Exercise brief => Begin at the line containing "g.translate(x, y);" in the data below and go on through the line containing "M0 95 81 105", repeating each line exactly; include both ends and no other line.

Collected data entries:
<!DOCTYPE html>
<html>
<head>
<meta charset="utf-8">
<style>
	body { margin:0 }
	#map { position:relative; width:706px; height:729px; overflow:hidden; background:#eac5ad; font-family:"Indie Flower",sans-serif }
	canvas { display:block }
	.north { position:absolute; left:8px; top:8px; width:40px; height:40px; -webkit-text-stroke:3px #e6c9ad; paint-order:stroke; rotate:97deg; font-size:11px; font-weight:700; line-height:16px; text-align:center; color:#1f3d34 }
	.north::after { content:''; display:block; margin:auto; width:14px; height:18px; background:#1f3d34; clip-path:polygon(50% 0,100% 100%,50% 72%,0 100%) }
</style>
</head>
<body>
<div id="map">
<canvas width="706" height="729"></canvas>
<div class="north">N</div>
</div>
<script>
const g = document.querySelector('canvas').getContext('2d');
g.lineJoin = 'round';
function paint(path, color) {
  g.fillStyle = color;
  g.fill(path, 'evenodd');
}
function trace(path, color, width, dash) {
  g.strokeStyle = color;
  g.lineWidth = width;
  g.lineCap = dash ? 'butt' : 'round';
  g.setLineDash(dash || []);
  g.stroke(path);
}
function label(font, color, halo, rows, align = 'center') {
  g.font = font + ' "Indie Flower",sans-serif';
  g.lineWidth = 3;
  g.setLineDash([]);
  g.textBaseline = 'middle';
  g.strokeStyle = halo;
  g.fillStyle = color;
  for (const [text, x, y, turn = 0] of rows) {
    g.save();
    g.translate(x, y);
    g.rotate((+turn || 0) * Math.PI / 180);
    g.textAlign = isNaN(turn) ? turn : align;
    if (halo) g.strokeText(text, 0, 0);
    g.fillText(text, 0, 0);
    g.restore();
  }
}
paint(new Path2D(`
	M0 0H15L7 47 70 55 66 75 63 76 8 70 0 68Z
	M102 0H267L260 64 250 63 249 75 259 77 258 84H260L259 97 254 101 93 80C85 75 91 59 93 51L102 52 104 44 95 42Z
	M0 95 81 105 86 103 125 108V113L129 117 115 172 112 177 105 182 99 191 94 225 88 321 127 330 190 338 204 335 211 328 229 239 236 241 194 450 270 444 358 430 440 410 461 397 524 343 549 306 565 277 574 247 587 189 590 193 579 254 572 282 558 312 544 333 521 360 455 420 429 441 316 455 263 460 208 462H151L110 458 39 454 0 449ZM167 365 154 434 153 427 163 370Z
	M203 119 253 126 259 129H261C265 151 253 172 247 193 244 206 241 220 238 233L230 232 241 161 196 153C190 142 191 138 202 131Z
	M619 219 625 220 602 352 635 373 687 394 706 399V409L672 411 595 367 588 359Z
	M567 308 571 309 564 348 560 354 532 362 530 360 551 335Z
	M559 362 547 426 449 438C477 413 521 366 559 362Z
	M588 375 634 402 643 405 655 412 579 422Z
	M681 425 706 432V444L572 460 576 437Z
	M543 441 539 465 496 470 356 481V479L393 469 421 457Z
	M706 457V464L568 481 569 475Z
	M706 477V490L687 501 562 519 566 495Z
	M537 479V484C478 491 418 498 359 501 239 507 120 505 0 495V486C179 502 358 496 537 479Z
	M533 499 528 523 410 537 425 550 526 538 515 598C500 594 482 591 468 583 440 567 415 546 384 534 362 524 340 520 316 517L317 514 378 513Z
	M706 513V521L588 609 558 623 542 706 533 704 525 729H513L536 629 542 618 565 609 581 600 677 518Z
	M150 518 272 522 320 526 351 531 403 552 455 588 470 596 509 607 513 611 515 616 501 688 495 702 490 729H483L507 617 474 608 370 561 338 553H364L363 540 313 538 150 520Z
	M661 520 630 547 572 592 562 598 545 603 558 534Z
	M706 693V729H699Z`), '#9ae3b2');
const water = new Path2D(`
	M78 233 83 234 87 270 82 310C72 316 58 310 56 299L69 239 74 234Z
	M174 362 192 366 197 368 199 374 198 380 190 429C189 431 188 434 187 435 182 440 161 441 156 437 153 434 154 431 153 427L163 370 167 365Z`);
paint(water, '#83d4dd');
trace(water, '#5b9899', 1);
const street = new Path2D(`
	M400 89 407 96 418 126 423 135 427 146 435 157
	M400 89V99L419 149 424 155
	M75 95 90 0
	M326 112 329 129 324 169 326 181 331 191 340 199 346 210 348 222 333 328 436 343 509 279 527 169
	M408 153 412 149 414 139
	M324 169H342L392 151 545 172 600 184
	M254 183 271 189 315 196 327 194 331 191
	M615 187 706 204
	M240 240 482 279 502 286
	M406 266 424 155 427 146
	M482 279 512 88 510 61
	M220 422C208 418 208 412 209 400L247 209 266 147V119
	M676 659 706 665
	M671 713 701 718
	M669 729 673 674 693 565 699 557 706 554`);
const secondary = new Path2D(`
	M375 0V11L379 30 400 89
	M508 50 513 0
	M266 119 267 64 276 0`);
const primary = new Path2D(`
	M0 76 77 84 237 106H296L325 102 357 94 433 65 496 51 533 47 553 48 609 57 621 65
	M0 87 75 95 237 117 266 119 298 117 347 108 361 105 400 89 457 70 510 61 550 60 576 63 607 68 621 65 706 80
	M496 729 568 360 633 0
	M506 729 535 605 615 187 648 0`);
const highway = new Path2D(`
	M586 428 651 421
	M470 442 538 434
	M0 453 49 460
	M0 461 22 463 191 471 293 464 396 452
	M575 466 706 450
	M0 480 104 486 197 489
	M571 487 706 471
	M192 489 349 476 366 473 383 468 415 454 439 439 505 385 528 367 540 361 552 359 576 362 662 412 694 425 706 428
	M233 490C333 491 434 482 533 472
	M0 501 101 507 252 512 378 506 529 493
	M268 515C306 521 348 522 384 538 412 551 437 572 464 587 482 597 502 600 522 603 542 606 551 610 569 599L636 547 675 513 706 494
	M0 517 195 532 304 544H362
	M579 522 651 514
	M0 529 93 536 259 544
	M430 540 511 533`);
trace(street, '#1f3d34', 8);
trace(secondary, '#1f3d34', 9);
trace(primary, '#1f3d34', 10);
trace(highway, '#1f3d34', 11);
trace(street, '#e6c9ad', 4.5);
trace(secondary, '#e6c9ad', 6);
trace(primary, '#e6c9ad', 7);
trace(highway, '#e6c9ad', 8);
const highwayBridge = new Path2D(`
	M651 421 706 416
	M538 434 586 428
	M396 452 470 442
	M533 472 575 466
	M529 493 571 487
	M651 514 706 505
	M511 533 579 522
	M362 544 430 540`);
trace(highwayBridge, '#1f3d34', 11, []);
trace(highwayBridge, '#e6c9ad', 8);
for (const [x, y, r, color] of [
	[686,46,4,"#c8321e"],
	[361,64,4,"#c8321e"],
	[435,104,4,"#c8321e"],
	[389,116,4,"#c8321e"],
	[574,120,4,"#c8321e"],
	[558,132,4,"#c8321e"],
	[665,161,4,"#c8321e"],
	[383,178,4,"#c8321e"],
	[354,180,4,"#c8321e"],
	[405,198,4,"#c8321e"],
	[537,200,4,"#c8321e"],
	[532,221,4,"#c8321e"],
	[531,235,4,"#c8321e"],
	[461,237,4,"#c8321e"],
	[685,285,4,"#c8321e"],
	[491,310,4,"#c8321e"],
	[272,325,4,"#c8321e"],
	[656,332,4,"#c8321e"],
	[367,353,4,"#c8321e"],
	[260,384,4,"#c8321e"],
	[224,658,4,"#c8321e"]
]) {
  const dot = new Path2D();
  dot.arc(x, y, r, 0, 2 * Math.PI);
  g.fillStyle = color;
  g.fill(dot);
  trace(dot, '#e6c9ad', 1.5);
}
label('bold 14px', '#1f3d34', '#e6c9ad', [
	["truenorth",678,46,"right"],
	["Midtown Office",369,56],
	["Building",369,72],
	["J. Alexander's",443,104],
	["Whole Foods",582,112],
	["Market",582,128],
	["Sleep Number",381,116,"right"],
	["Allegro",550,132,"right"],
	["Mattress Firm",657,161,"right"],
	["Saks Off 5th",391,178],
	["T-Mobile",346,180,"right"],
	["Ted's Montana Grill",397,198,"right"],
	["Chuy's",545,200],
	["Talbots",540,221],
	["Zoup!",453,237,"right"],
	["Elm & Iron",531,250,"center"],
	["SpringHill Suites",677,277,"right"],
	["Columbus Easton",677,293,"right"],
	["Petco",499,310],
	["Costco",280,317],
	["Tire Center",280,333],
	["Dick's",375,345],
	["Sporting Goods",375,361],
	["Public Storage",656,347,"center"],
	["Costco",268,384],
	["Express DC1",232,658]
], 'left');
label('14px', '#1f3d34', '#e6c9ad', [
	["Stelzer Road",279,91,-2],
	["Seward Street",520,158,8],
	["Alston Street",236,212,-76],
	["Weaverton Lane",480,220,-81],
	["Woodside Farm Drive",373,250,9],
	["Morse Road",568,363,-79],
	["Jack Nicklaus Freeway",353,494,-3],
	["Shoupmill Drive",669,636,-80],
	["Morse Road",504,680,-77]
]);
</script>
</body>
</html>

==

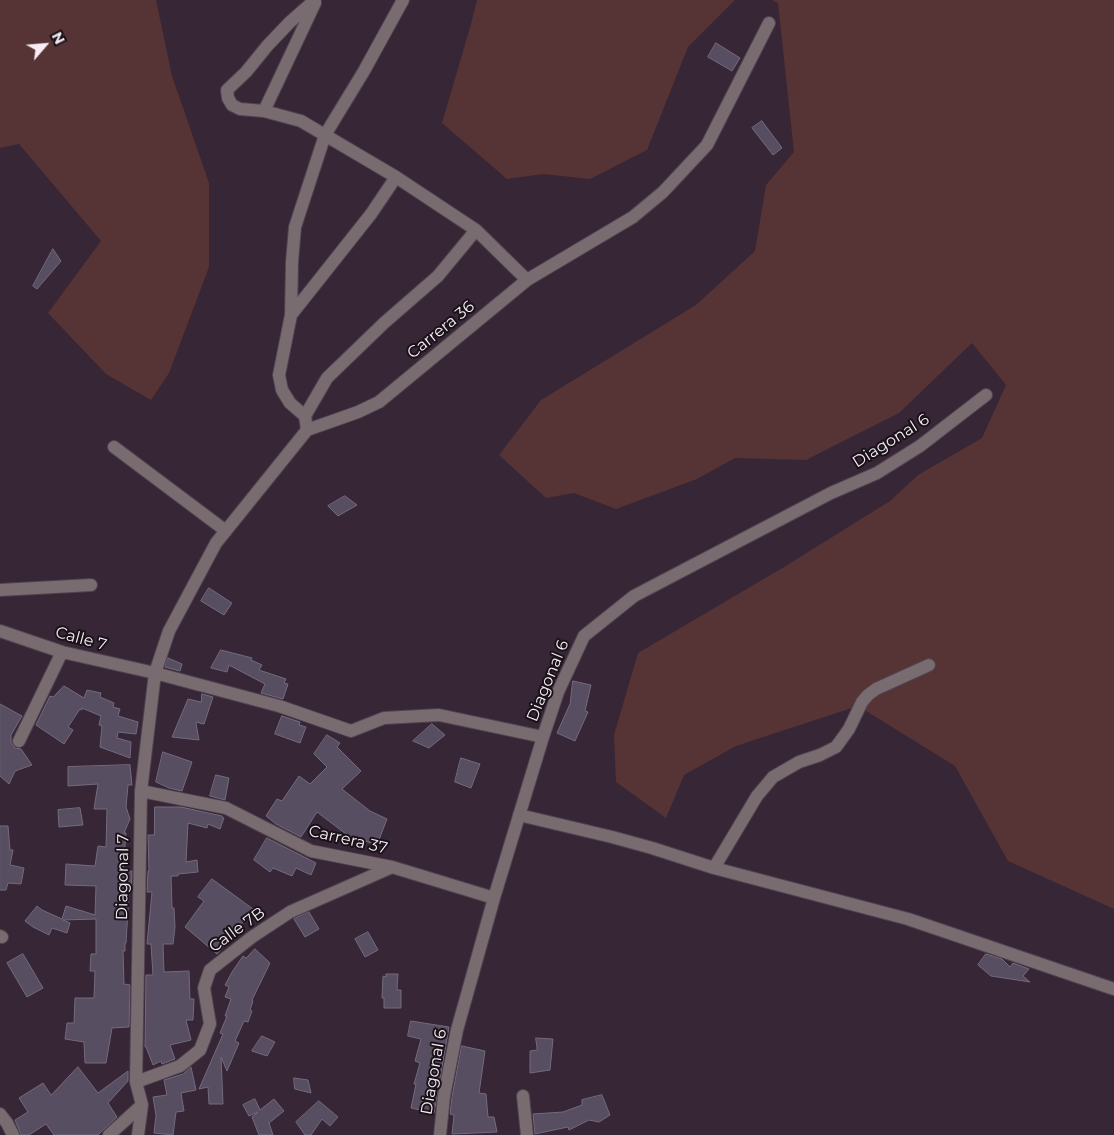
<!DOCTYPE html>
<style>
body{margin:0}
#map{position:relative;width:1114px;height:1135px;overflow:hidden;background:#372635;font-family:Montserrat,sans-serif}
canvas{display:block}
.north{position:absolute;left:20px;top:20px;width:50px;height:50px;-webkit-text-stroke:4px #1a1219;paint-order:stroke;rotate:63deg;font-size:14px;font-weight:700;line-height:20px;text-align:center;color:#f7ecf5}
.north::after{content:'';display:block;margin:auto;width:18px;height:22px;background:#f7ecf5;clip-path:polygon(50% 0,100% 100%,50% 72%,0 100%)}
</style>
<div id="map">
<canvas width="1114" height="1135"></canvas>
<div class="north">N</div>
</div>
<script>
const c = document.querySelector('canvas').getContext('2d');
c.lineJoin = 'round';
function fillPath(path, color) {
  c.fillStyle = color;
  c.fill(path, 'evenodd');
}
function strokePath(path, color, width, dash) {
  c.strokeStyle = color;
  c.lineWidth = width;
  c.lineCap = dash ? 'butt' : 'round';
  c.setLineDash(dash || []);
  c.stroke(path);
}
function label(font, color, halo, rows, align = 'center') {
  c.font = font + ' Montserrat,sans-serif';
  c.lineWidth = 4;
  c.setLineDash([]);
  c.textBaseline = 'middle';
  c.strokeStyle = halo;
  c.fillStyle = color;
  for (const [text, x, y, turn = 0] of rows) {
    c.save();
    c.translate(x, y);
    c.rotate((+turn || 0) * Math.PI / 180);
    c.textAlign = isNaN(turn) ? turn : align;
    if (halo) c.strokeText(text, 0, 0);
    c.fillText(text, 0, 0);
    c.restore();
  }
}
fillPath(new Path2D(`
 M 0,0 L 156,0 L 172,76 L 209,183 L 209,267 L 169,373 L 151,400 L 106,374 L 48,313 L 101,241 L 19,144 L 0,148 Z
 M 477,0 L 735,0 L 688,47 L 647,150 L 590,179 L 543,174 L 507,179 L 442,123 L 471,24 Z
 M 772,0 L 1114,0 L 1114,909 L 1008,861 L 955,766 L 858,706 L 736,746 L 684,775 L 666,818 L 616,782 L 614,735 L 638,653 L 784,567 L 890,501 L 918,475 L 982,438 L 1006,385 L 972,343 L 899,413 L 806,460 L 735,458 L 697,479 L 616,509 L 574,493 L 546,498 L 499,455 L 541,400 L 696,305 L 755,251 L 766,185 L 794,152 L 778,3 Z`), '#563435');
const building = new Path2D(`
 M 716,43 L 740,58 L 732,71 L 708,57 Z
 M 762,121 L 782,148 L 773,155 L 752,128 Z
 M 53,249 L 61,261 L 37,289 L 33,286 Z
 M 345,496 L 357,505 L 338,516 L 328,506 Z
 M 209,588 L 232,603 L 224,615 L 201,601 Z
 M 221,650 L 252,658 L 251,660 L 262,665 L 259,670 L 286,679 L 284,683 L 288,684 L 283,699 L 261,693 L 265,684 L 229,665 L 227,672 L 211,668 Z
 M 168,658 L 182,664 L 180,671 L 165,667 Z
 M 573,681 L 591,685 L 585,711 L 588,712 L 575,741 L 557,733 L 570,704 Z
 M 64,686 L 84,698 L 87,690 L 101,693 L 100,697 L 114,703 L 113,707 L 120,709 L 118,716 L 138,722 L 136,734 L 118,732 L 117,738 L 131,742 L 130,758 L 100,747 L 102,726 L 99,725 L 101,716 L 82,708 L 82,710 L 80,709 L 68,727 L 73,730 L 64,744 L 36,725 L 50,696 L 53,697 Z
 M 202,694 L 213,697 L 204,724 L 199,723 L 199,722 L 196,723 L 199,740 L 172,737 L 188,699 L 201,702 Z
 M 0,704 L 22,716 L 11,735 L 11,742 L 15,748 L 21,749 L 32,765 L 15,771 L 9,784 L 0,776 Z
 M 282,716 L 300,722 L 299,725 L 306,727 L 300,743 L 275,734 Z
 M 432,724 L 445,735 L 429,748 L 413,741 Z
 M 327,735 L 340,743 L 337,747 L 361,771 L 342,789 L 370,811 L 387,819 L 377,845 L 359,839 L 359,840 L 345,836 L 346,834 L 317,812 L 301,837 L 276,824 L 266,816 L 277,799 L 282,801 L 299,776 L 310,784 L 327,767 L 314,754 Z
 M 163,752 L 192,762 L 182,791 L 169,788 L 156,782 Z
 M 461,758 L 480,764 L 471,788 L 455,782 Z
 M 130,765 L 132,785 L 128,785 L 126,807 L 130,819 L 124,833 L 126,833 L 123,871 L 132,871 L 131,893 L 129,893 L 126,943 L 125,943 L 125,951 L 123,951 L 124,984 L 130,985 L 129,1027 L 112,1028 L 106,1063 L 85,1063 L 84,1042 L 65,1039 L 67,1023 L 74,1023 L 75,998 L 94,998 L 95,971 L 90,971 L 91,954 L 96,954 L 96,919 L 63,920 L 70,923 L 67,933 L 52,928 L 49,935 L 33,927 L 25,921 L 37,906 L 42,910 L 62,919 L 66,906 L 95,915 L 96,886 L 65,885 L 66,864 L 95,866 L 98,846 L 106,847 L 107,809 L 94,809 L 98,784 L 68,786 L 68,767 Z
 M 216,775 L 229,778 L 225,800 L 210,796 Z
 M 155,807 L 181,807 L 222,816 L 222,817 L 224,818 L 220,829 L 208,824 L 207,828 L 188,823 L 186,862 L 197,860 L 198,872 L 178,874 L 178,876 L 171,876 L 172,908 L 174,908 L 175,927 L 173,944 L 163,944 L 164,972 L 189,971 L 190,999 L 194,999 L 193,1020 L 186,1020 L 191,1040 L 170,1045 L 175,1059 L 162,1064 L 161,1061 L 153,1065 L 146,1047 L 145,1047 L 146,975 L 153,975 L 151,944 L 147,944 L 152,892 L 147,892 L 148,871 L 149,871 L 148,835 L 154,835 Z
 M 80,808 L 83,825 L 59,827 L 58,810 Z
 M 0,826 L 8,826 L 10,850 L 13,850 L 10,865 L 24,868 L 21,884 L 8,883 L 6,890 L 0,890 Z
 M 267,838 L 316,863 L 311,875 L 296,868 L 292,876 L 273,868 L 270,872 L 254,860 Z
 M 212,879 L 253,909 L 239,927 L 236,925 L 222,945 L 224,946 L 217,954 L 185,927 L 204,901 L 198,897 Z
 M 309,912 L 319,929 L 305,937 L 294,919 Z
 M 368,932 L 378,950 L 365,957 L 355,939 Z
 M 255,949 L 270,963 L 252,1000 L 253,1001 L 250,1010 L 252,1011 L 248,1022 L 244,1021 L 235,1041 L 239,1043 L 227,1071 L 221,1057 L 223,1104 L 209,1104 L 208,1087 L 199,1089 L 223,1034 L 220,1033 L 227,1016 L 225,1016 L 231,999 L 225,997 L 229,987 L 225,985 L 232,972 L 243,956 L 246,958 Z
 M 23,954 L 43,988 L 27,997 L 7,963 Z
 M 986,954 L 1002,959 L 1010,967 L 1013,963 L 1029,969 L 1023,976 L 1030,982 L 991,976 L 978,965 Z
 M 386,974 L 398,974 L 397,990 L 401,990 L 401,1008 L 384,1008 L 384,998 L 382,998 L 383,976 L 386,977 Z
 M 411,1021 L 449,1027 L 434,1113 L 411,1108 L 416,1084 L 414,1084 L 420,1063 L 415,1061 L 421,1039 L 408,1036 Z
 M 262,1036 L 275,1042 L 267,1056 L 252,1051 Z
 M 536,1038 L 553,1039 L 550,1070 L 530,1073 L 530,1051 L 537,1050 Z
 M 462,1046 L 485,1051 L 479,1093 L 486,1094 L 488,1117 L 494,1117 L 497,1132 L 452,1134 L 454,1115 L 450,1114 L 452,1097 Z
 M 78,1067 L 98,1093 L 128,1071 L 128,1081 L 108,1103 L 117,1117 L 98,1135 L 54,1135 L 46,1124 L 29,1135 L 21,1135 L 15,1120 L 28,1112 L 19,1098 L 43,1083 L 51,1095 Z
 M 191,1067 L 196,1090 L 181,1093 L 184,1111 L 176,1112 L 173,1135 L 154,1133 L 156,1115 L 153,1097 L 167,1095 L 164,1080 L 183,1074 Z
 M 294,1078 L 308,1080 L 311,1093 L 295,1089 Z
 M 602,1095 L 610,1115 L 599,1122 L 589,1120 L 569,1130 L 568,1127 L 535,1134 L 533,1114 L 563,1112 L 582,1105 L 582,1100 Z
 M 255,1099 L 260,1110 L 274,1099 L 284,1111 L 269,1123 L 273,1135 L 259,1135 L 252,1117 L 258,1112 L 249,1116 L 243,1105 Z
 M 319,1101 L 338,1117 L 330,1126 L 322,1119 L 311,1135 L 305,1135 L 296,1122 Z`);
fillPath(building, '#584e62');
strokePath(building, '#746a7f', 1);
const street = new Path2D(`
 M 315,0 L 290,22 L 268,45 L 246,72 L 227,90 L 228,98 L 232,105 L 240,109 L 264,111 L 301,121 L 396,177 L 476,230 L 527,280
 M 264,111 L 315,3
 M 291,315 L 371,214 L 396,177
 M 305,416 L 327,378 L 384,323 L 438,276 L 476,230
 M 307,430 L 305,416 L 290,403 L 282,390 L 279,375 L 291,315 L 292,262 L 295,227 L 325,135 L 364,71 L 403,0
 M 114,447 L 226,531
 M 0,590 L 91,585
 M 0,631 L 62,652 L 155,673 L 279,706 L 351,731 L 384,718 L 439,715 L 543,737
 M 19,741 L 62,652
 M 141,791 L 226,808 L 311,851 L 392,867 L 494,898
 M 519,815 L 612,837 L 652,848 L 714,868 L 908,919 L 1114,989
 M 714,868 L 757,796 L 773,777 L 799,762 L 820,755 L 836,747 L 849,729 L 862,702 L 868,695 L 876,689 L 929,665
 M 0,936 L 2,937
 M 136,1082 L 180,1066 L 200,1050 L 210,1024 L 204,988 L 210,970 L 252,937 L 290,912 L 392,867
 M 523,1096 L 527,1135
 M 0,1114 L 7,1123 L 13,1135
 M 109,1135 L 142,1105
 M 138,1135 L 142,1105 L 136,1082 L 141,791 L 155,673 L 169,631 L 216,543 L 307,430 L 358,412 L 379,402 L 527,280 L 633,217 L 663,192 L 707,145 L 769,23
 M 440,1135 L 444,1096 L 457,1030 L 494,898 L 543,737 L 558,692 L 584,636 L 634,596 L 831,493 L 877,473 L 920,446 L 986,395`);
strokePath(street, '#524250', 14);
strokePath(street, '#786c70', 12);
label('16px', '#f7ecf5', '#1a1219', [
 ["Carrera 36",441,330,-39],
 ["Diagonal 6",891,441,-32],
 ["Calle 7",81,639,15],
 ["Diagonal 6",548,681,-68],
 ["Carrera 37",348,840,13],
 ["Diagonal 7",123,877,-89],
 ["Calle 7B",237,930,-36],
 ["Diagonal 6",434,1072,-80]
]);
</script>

Response for this exercise =>
    g.translate(x, y);
    g.rotate((+turn || 0) * Math.PI / 180);
    g.textAlign = isNaN(turn) ? turn : align;
    if (halo) g.strokeText(text, 0, 0);
    g.fillText(text, 0, 0);
    g.restore();
  }
}
paint(new Path2D(`
	M0 0H15L7 47 70 55 66 75 63 76 8 70 0 68Z
	M102 0H267L260 64 250 63 249 75 259 77 258 84H260L259 97 254 101 93 80C85 75 91 59 93 51L102 52 104 44 95 42Z
	M0 95 81 105 86 103 125 108V113L129 117 115 172 112 177 105 182 99 191 94 225 88 321 127 330 190 338 204 335 211 328 229 239 236 241 194 450 270 444 358 430 440 410 461 397 524 343 549 306 565 277 574 247 587 189 590 193 579 254 572 282 558 312 544 333 521 360 455 420 429 441 316 455 263 460 208 462H151L110 458 39 454 0 449ZM167 365 154 434 153 427 163 370Z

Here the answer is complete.